Propagation and backtracking

There are two key elements to a CP search:

  • Propagation — Each time the solver assigns a value to a variable, the constraints add restrictions on the possible values of the unassigned variables. These restrictions propagate to future variable assignments. For example, in the 4-queens problem, each time the solver places a queen, it can't place any other queens on the row and diagonals the current queen is on. Propagation can speed up the search significantly by reducing the set of variable values the solver must explore.
  • Backtracking occurs when either the solver can't assign a value to the next variable, due to the constraints, or it finds a solution. In either case, the solver backtracks to a previous stage and changes the value of the variable at that stage to a value that hasn't already been tried. In the 4-queens example, this means moving a queen to a new square on the current column.

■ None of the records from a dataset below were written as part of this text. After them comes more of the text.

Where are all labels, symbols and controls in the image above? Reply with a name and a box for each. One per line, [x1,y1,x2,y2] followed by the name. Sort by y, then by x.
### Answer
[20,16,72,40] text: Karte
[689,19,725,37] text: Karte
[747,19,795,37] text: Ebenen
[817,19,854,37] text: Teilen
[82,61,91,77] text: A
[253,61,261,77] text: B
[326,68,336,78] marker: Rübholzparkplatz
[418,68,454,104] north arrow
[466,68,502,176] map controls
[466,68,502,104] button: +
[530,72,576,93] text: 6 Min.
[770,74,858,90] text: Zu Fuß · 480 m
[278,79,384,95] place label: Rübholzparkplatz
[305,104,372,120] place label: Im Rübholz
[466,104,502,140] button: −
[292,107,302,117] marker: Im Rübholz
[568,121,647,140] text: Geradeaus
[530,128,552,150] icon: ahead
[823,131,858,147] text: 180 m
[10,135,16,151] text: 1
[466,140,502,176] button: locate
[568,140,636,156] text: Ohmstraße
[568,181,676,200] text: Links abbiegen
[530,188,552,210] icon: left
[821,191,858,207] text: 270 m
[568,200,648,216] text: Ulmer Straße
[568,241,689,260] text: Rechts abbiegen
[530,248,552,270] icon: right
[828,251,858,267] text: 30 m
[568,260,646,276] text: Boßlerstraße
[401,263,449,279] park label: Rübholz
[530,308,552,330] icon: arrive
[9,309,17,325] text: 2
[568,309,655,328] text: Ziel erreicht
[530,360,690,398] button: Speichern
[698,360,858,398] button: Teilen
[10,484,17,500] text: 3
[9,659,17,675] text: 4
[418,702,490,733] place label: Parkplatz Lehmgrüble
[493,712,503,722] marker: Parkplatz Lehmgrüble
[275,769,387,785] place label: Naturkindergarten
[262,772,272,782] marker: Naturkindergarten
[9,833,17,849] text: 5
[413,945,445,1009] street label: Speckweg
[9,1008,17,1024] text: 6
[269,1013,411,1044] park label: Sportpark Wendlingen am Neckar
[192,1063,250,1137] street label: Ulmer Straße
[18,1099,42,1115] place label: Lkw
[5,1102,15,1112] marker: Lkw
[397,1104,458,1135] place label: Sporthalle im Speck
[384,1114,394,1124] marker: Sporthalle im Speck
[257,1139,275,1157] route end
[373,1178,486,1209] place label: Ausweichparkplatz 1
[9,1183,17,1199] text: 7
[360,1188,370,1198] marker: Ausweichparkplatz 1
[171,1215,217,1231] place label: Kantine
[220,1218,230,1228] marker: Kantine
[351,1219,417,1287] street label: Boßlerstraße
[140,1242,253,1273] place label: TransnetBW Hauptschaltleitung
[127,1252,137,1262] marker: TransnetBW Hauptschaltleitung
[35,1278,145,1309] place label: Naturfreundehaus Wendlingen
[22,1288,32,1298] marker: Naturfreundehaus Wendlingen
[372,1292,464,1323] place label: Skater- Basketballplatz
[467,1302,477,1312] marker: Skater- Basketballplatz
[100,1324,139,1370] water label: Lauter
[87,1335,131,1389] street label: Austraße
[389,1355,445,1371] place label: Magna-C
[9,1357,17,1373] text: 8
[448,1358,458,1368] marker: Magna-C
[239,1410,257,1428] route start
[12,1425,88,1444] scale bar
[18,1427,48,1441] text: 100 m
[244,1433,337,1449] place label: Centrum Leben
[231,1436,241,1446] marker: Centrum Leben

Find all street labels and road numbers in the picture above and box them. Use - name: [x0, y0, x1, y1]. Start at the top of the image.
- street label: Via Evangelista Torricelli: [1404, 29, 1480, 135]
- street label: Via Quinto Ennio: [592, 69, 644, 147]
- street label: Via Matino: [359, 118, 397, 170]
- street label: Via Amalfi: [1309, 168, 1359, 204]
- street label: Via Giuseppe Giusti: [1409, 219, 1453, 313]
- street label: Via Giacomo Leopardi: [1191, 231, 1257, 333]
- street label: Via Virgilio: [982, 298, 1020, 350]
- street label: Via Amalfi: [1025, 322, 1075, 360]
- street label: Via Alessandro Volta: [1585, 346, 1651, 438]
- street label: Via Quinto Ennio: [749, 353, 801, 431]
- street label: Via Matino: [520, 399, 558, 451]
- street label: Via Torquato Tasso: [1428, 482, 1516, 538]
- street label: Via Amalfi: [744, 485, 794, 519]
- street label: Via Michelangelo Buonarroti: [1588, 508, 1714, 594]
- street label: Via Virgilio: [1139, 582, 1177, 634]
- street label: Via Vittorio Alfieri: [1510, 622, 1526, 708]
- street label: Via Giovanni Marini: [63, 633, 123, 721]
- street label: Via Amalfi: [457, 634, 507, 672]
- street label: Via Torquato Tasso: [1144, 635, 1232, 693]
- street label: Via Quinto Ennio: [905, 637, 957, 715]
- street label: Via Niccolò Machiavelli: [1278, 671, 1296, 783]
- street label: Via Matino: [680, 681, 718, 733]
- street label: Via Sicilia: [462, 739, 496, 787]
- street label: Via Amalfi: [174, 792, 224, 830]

Next, you'll see how the CP solver uses propagation and backtracking to solve the 4-queens problem.

The solver starts by arbitrarily placing a queen in the upper left corner. That's a hypothesis of sorts; perhaps it will turn out that no solution exists with a queen in the upper left corner.

Given this hypothesis, what constraints can we propagate? One constraint is that there can be only one queen in a column (the gray Xs below), and another constraint prohibits two queens on the same diagonal (the red Xs below).

Our third constraint prohibits queens on the same row:

Our constraints propagated, we can test out another hypothesis, and place a second queen on one of the available remaining squares. Our solver might decide to place in it the first available square in the second column:

After propagating the diagonal constraint, we can see that it leaves no available squares in either the third column or last row:

With no solutions possible at this stage, we need to backtrack. One option is for the solver to choose the other available square in the second column. However, constraint propagation then forces a queen into the second row of the third column, leaving no valid spots for the fourth queen:

And so the solver must backtrack again, this time all the way back to the placement of the first queen. We have now shown that no solution to the our queens problem will occupy a corner square.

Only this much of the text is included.